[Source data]
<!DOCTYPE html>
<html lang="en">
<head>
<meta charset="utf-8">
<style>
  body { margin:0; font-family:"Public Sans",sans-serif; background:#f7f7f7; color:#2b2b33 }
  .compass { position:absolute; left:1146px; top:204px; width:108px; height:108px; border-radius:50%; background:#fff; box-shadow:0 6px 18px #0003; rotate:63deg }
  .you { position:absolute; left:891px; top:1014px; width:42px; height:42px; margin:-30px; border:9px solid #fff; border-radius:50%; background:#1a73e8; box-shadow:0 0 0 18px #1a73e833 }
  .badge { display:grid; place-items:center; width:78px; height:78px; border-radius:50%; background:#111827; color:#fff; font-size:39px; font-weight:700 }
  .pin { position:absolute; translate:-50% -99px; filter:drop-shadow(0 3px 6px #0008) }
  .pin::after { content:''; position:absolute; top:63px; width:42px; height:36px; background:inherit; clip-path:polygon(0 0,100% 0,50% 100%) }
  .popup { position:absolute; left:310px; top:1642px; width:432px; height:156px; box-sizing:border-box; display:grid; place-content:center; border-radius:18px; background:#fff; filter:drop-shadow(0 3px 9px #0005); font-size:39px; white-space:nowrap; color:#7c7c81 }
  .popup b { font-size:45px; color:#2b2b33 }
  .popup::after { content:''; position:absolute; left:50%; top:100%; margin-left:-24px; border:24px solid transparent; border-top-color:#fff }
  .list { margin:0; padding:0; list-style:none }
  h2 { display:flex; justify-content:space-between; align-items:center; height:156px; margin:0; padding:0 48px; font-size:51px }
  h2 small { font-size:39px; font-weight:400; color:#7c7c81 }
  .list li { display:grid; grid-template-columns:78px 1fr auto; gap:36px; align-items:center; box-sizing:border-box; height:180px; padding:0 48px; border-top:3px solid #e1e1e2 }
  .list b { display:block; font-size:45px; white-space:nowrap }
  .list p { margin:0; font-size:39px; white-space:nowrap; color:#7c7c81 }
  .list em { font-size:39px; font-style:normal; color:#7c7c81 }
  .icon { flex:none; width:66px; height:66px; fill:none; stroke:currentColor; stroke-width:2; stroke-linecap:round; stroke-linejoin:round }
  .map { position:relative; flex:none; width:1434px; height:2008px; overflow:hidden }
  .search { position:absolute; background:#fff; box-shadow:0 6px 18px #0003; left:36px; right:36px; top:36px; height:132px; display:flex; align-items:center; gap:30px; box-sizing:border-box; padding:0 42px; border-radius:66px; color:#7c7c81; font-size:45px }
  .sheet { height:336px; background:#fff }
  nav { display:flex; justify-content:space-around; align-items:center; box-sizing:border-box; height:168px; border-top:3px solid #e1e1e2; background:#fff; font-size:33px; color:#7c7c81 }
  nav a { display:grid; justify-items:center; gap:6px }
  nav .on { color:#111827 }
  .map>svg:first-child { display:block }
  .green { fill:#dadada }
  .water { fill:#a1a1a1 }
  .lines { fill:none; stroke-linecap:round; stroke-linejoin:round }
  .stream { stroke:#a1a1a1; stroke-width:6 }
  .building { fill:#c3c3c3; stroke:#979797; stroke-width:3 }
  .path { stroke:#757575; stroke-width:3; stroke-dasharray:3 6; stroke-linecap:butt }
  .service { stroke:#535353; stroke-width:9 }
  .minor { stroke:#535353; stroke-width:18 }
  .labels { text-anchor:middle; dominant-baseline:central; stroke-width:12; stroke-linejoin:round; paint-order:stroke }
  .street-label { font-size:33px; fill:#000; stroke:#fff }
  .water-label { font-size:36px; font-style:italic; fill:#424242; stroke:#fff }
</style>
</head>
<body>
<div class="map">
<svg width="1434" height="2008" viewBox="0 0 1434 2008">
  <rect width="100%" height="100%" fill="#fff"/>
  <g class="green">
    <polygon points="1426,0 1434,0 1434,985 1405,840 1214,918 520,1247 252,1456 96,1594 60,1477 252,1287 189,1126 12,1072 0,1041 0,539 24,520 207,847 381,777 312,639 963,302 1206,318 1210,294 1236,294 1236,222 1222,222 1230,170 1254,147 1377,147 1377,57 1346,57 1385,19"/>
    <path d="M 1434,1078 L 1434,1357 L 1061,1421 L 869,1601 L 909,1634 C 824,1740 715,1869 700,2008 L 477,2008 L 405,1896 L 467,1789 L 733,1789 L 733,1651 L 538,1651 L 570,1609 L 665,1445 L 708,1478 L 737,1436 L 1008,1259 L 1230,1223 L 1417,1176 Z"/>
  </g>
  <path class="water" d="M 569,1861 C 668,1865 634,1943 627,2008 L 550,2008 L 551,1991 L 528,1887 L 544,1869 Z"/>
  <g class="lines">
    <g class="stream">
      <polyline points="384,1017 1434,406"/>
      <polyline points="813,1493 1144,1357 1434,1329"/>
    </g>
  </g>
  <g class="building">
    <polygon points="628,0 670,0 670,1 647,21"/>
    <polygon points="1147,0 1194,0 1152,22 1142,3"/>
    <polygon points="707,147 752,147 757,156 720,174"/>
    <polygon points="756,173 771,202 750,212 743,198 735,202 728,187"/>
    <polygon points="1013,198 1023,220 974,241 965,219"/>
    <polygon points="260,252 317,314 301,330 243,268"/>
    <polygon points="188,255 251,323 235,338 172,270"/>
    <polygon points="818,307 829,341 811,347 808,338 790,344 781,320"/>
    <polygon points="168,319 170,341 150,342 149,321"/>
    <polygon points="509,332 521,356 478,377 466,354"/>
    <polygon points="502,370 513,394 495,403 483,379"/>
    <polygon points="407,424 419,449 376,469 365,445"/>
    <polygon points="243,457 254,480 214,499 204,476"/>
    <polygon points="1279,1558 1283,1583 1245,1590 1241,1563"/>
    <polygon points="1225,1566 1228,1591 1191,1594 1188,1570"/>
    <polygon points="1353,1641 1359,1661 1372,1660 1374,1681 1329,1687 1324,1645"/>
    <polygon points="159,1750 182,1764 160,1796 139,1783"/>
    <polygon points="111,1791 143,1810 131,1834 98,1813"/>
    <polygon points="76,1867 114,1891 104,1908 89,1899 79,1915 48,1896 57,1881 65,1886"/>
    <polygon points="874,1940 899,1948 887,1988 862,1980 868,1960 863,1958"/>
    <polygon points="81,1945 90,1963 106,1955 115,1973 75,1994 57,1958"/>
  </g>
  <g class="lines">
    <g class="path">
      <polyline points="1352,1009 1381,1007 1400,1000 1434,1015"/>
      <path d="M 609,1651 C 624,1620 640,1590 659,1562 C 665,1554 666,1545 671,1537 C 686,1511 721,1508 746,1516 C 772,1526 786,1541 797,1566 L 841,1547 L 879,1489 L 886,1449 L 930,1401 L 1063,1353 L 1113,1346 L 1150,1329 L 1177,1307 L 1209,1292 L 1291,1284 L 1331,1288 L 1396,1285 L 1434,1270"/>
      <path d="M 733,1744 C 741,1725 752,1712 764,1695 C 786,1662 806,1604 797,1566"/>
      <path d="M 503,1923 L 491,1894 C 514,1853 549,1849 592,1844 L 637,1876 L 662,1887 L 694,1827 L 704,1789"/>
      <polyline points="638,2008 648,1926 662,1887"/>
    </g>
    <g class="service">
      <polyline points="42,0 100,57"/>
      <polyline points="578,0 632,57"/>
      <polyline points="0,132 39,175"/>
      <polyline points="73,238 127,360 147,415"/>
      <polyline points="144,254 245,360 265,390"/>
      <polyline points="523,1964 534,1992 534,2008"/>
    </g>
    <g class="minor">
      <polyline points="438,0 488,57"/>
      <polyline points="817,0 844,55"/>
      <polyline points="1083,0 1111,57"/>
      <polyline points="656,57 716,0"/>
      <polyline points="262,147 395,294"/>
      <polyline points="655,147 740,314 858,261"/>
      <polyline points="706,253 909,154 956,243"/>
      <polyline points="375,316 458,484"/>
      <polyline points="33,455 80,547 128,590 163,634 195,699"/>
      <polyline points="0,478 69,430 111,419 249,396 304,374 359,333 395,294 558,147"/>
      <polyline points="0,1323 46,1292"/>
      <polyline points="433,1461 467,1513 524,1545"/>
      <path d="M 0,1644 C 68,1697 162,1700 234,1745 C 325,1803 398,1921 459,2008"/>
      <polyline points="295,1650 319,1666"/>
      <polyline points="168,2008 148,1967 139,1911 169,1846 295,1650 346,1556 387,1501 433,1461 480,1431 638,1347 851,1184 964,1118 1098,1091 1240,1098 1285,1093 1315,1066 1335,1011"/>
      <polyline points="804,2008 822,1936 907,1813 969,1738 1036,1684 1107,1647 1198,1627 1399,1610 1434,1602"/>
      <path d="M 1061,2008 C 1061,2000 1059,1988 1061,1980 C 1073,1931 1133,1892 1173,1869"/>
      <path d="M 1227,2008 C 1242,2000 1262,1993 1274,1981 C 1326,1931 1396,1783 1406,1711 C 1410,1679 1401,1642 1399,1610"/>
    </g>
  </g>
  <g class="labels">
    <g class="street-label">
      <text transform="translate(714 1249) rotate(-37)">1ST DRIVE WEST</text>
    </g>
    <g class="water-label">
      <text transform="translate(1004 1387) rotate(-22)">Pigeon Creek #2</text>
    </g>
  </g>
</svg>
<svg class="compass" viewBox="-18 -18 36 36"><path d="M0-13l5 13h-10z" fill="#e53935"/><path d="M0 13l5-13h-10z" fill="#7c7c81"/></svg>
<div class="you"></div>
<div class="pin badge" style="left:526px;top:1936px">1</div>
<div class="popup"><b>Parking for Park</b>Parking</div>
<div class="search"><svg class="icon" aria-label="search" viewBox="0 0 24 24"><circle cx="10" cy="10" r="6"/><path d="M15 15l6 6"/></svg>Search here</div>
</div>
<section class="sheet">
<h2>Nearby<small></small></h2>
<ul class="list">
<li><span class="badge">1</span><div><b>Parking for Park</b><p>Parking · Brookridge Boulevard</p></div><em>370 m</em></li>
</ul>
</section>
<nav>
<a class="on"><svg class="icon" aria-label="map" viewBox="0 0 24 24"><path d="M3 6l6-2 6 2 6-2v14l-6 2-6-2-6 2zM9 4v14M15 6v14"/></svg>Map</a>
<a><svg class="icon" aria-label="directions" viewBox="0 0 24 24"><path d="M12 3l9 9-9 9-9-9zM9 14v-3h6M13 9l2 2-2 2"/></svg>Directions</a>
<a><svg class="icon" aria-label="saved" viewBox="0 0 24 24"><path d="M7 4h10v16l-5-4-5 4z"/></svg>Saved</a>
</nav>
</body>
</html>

==

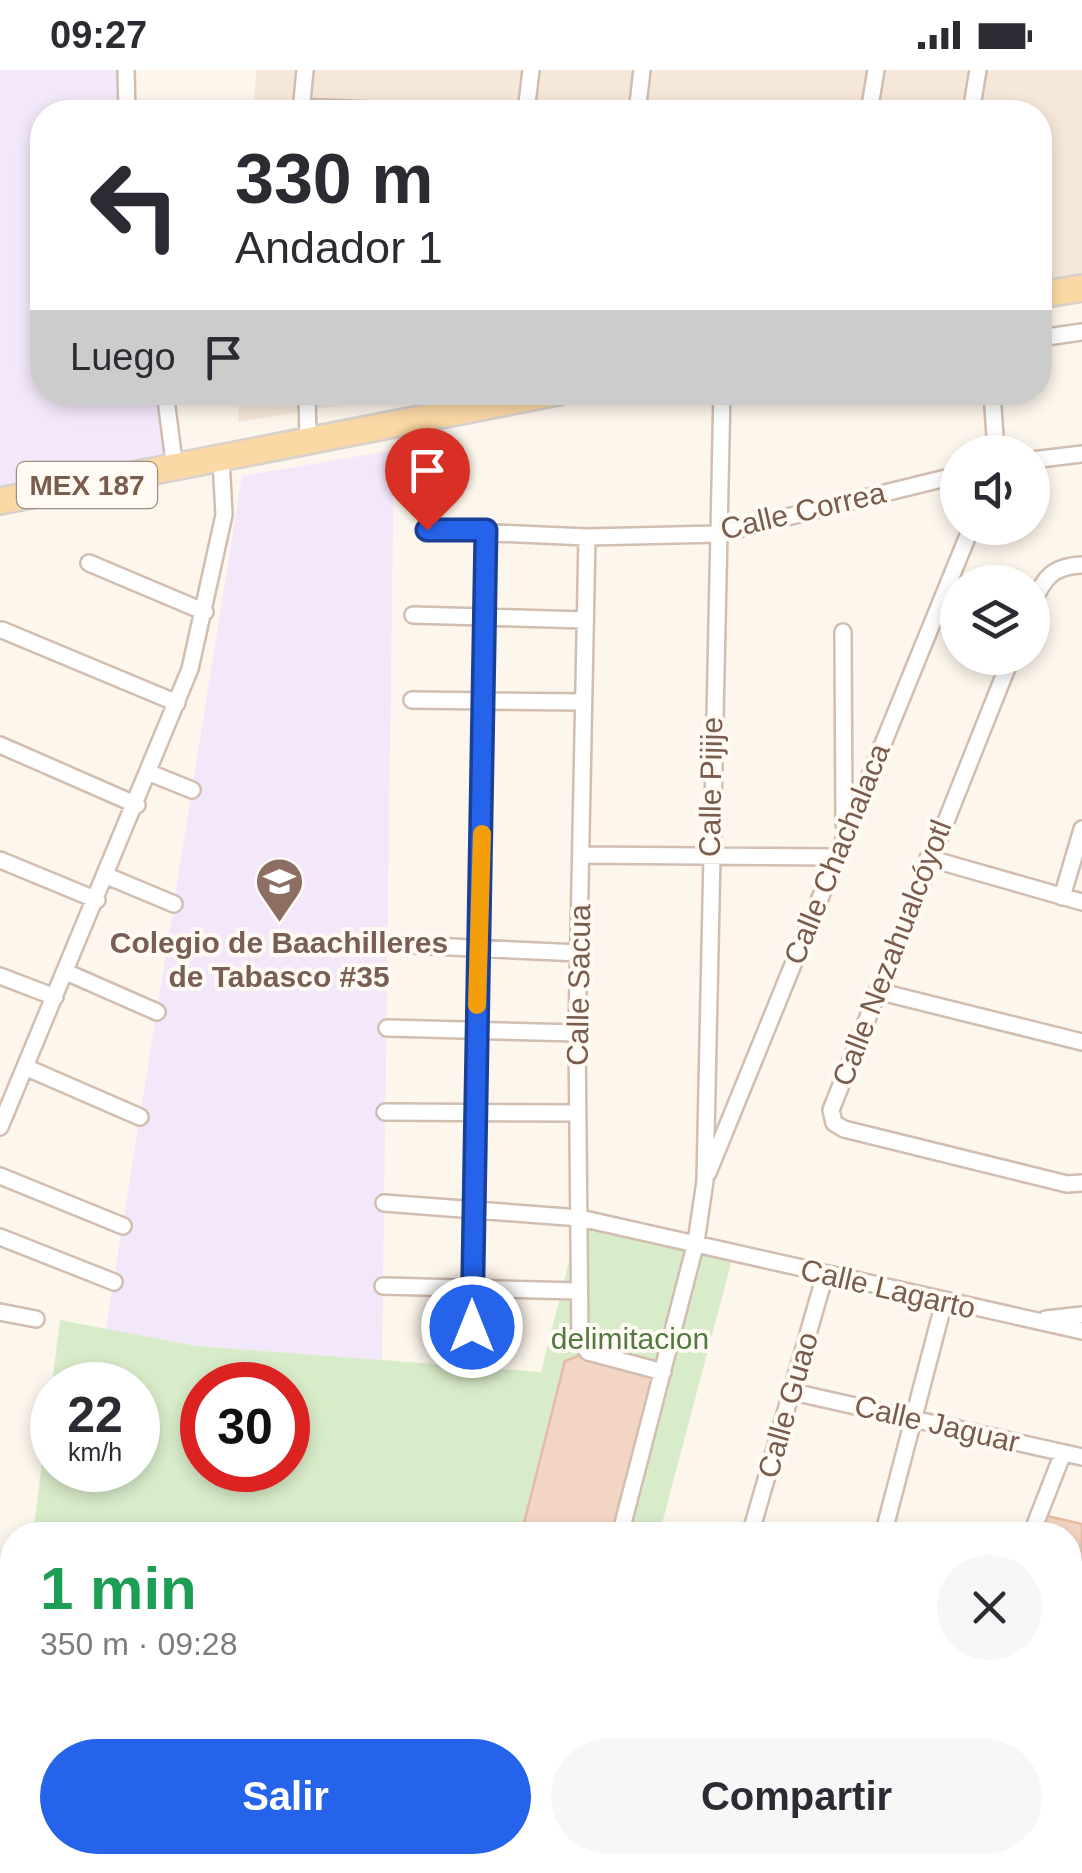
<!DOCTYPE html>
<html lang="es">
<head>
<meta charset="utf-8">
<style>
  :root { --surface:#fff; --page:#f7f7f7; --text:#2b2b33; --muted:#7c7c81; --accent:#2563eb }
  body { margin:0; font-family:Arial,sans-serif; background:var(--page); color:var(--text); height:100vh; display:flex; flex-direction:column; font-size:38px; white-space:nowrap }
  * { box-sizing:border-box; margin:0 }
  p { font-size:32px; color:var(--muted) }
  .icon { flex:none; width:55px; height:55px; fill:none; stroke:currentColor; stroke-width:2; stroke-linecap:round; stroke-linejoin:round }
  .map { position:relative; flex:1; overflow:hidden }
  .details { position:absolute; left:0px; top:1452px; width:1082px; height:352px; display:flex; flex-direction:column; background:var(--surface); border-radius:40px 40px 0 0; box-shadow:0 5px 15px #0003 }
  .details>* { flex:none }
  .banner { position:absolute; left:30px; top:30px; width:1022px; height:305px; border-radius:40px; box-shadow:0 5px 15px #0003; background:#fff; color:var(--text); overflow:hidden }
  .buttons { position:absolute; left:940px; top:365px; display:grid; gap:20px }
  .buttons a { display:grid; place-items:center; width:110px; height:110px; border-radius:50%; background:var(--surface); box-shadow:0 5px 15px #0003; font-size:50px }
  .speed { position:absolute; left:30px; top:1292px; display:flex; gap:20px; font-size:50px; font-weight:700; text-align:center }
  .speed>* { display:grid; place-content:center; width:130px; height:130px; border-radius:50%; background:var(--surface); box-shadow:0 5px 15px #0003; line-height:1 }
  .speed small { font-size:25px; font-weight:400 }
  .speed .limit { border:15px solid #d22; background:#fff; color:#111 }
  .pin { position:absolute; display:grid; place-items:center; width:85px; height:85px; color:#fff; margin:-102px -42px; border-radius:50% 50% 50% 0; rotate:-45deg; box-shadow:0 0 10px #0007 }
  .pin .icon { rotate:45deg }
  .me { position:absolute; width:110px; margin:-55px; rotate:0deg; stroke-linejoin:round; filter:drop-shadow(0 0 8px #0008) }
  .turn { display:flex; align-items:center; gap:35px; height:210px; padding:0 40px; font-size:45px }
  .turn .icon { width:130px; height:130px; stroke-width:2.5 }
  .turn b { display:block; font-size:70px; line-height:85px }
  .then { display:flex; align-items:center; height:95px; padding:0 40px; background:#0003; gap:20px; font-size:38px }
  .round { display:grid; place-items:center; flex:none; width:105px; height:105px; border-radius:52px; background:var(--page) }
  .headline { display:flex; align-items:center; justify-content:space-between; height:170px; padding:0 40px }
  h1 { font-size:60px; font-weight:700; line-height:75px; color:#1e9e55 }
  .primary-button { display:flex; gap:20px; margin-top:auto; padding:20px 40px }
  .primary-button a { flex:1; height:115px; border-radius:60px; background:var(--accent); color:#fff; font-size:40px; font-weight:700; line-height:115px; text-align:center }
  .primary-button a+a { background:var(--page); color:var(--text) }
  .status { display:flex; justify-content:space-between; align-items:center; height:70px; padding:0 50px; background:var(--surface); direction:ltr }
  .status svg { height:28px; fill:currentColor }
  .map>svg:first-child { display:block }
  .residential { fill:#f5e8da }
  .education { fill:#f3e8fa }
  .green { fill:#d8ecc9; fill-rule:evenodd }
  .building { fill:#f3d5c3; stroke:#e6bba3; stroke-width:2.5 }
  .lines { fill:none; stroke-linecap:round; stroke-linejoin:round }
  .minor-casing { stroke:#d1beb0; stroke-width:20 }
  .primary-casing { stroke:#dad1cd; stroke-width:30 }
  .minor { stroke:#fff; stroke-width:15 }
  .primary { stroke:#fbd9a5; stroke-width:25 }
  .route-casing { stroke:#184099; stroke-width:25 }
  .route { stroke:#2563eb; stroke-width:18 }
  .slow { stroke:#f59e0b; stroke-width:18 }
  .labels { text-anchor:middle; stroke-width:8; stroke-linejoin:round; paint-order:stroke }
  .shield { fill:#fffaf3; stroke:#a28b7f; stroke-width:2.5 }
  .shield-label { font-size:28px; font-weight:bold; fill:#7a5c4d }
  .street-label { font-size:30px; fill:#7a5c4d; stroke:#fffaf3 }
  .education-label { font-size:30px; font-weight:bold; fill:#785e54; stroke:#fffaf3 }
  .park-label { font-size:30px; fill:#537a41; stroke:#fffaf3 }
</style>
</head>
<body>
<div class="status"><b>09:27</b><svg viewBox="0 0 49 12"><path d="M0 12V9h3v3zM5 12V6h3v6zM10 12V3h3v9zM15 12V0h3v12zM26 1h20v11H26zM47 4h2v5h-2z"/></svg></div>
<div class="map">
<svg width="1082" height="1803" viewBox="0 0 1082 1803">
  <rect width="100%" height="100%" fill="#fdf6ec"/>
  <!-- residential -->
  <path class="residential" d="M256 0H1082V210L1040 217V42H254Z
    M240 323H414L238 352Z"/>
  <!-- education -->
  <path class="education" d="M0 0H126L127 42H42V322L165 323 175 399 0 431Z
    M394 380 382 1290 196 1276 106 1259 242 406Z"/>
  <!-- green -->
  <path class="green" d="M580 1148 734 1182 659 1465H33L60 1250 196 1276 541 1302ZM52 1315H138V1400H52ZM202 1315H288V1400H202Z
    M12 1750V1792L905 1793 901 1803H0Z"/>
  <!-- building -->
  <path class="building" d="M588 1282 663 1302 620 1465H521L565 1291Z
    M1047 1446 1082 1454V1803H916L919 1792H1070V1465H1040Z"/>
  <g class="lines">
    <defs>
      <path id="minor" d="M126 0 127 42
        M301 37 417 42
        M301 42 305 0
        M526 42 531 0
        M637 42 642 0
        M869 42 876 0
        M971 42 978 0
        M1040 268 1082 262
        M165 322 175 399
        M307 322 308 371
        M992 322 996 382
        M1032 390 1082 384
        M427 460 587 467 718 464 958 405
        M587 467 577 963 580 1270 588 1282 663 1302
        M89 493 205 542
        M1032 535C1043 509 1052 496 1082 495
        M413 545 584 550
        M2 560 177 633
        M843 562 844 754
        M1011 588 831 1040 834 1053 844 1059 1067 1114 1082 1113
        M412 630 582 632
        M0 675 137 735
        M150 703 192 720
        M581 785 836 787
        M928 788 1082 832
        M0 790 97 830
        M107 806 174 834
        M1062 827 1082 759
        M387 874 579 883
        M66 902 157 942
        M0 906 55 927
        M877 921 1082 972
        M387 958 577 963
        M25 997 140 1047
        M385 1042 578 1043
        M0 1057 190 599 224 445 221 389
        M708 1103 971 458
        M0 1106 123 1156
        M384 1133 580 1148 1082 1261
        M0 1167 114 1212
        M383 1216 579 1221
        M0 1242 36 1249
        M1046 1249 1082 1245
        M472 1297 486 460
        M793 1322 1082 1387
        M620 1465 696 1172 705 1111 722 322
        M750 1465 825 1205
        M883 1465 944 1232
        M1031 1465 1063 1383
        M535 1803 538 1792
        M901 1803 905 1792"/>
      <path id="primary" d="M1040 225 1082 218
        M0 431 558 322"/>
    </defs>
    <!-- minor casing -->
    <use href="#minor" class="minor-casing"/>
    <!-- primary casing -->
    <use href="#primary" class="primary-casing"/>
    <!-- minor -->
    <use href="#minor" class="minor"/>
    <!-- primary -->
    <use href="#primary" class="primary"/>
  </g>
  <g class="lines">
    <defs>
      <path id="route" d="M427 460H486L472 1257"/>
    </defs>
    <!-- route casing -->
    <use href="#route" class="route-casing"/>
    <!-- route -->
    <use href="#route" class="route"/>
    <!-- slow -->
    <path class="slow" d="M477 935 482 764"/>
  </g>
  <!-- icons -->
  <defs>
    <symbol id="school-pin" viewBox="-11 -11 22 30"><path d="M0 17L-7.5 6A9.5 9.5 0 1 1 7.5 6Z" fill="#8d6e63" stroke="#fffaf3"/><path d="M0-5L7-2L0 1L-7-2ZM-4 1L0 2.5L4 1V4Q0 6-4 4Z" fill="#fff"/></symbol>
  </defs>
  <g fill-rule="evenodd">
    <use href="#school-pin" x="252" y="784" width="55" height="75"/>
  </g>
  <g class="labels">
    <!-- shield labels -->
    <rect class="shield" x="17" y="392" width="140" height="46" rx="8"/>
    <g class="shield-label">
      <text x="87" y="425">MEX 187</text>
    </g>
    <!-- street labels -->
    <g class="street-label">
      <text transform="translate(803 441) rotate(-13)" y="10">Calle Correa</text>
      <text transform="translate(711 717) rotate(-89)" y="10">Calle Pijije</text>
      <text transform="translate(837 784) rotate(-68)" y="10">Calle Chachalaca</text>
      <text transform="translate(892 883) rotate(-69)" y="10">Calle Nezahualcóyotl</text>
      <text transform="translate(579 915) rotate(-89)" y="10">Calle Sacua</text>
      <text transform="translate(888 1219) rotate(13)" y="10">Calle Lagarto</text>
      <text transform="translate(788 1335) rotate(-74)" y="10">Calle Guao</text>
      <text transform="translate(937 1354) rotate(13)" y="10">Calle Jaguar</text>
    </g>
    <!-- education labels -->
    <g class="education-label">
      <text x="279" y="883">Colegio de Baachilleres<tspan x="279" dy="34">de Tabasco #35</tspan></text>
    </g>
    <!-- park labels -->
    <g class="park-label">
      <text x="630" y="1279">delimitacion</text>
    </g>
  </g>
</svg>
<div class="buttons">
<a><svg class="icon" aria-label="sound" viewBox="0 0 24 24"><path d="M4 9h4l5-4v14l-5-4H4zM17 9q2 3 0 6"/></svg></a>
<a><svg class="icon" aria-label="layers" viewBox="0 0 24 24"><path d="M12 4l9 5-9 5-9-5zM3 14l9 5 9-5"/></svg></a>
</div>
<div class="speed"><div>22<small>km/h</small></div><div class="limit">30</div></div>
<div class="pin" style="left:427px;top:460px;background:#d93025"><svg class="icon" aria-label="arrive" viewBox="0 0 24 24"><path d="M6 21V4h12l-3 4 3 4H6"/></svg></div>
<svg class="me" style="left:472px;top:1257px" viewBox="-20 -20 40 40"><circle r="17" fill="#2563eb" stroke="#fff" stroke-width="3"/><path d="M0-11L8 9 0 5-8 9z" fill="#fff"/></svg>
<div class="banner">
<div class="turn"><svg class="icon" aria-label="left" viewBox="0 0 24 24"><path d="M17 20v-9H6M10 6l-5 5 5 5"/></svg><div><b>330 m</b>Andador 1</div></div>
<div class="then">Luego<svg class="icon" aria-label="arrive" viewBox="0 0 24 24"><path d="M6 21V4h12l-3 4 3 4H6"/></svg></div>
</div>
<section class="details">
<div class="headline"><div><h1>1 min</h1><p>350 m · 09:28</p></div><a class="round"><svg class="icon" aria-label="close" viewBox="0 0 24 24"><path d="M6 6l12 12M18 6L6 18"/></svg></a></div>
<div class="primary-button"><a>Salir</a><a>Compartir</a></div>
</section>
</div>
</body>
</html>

WORK ORDER: Start with the line above that contains "display:grid; place-items:center; width:78px;" and stop after the line that contains "flex:none; width:66px; height:66px;". Output those lines exactly, and only those.

WRITTEN RESPONSE:
  .badge { display:grid; place-items:center; width:78px; height:78px; border-radius:50%; background:#111827; color:#fff; font-size:39px; font-weight:700 }
  .pin { position:absolute; translate:-50% -99px; filter:drop-shadow(0 3px 6px #0008) }
  .pin::after { content:''; position:absolute; top:63px; width:42px; height:36px; background:inherit; clip-path:polygon(0 0,100% 0,50% 100%) }
  .popup { position:absolute; left:310px; top:1642px; width:432px; height:156px; box-sizing:border-box; display:grid; place-content:center; border-radius:18px; background:#fff; filter:drop-shadow(0 3px 9px #0005); font-size:39px; white-space:nowrap; color:#7c7c81 }
  .popup b { font-size:45px; color:#2b2b33 }
  .popup::after { content:''; position:absolute; left:50%; top:100%; margin-left:-24px; border:24px solid transparent; border-top-color:#fff }
  .list { margin:0; padding:0; list-style:none }
  h2 { display:flex; justify-content:space-between; align-items:center; height:156px; margin:0; padding:0 48px; font-size:51px }
  h2 small { font-size:39px; font-weight:400; color:#7c7c81 }
  .list li { display:grid; grid-template-columns:78px 1fr auto; gap:36px; align-items:center; box-sizing:border-box; height:180px; padding:0 48px; border-top:3px solid #e1e1e2 }
  .list b { display:block; font-size:45px; white-space:nowrap }
  .list p { margin:0; font-size:39px; white-space:nowrap; color:#7c7c81 }
  .list em { font-size:39px; font-style:normal; color:#7c7c81 }
  .icon { flex:none; width:66px; height:66px; fill:none; stroke:currentColor; stroke-width:2; stroke-linecap:round; stroke-linejoin:round }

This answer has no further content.